Again, I am going to remind you that this is manufactured fear. There is no actual threat to your personhood, no risk of immediate death. You are imagining a bad outcome. The drag is that our brains don’t know the difference between the real threat (COVID, racism, job loss) and imagined threat (our fear of fucking up an article). It gets wired in as a threat just the same.
It may sound like I am belittling the fear that gets wired in. I am not. I am saying that for our bodies and brains, the fear is real because we have wired it in as real. AND, we have the same power to remove the threat as we had to install it. It just takes awareness, effort and time. (Just like anti-racism work.)
To overlay all those times you sat down and thought “OH. NO. WHAT AM I DOING?!” you need to have repeated moments of sitting down and having a not frightening, not terrifying experience.
To do that we need to first notice that alarm, observe it. See it for what it is: Your imagination. Not real. Outside the actual experience. And then bring the feeling you want to have and tie THAT to your writing.
Here’s a practice to try.
When you are ready to write (for this experiment, it helps to have a little bit of a plan or a rough outline but nothing too serious), sit down in front of your computer, and close your eyes for a second. Take a really deep slow breath all the way down into your belly, like what meditation folks call “soft belly breathing,” all the way down where we keep those nerves clenched and all that tension. Just do that for a few breaths, allowing your breath to fill all the way down, relaxing the nervous system that’s freaking out. It might feel a little weird, all that stress loosening up. It’s ok. Right in the moment, you are fine.

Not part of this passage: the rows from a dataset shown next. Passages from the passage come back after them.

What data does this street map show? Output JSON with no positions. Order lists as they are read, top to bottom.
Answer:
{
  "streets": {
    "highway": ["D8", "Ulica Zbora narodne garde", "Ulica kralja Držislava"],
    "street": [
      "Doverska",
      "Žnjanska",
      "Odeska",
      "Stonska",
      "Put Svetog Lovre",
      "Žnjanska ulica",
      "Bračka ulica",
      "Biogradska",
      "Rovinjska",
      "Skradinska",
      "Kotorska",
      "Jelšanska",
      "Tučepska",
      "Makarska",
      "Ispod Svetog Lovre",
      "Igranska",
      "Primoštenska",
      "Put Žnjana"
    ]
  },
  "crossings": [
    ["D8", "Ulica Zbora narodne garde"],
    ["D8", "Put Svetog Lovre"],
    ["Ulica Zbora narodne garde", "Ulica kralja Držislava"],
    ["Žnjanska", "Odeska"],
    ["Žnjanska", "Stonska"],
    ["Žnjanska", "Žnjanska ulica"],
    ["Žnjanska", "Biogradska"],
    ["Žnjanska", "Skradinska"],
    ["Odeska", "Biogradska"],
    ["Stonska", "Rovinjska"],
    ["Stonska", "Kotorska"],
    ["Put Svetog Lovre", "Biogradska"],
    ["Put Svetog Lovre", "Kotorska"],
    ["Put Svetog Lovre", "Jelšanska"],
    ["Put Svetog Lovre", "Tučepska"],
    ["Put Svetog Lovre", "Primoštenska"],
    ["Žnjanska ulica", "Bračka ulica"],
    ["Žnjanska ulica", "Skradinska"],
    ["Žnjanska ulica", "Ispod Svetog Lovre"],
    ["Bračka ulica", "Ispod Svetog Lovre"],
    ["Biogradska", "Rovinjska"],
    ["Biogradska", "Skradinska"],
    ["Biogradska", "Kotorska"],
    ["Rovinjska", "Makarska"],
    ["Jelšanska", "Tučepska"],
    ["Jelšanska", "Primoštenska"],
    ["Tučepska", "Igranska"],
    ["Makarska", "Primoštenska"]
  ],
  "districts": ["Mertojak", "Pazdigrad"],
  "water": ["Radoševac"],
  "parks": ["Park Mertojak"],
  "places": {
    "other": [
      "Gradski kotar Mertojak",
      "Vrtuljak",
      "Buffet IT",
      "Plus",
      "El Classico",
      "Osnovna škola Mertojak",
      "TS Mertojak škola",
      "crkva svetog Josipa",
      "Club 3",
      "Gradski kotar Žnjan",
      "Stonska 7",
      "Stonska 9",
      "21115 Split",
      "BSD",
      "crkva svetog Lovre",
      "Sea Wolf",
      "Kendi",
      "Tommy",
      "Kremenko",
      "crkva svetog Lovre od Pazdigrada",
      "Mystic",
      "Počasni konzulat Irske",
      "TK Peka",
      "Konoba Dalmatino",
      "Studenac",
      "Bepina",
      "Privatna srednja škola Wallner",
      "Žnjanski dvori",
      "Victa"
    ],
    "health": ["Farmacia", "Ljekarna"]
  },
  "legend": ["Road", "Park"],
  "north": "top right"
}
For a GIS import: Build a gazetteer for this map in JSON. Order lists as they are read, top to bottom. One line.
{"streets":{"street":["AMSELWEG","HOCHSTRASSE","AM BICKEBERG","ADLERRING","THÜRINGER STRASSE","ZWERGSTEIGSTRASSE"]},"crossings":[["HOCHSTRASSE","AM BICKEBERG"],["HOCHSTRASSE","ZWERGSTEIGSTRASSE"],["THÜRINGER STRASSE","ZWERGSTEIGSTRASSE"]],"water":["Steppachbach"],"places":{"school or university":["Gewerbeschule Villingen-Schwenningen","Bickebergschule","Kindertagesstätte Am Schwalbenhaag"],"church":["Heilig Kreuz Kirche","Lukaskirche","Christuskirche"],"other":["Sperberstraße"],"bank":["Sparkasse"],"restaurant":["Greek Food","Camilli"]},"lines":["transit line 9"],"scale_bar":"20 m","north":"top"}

You have your eyes closed; you’re breathing really deeply. Now let your mind wander about and let the ideas flow for a second. What is it that you want to write about? Let your mind wander a little bit more. No matter where you are in your work, no matter where you think you should be, just let it go. What does your mind wander to about your work.
You are simply allowing ease and curiosity — the thing that got you started on the PhD in the first place — to come to the surface.
Then type a few sentences. Doesn’t matter what. Whatever’s in your head. All you are doing here is starting to lay down new wiring: Ease = writing. Writing = ease..
As you keep writing, if you’re starting to feel the fear wind up, close your eyes and go back to deep breathing. Again, let your mind wander around what it is you’re trying to say — not chasing anything, not trying to get to an answer — but instead just letting the thoughts go.
And write another sentence.
If you manage to write one fearless sentence a day in the midst of a global pandemic and revolution, you are doing great!
And if you can’t, don’t let yourself or anyone else tell you that you are failing. You are human. And freezing is a completely reasonable response to threat.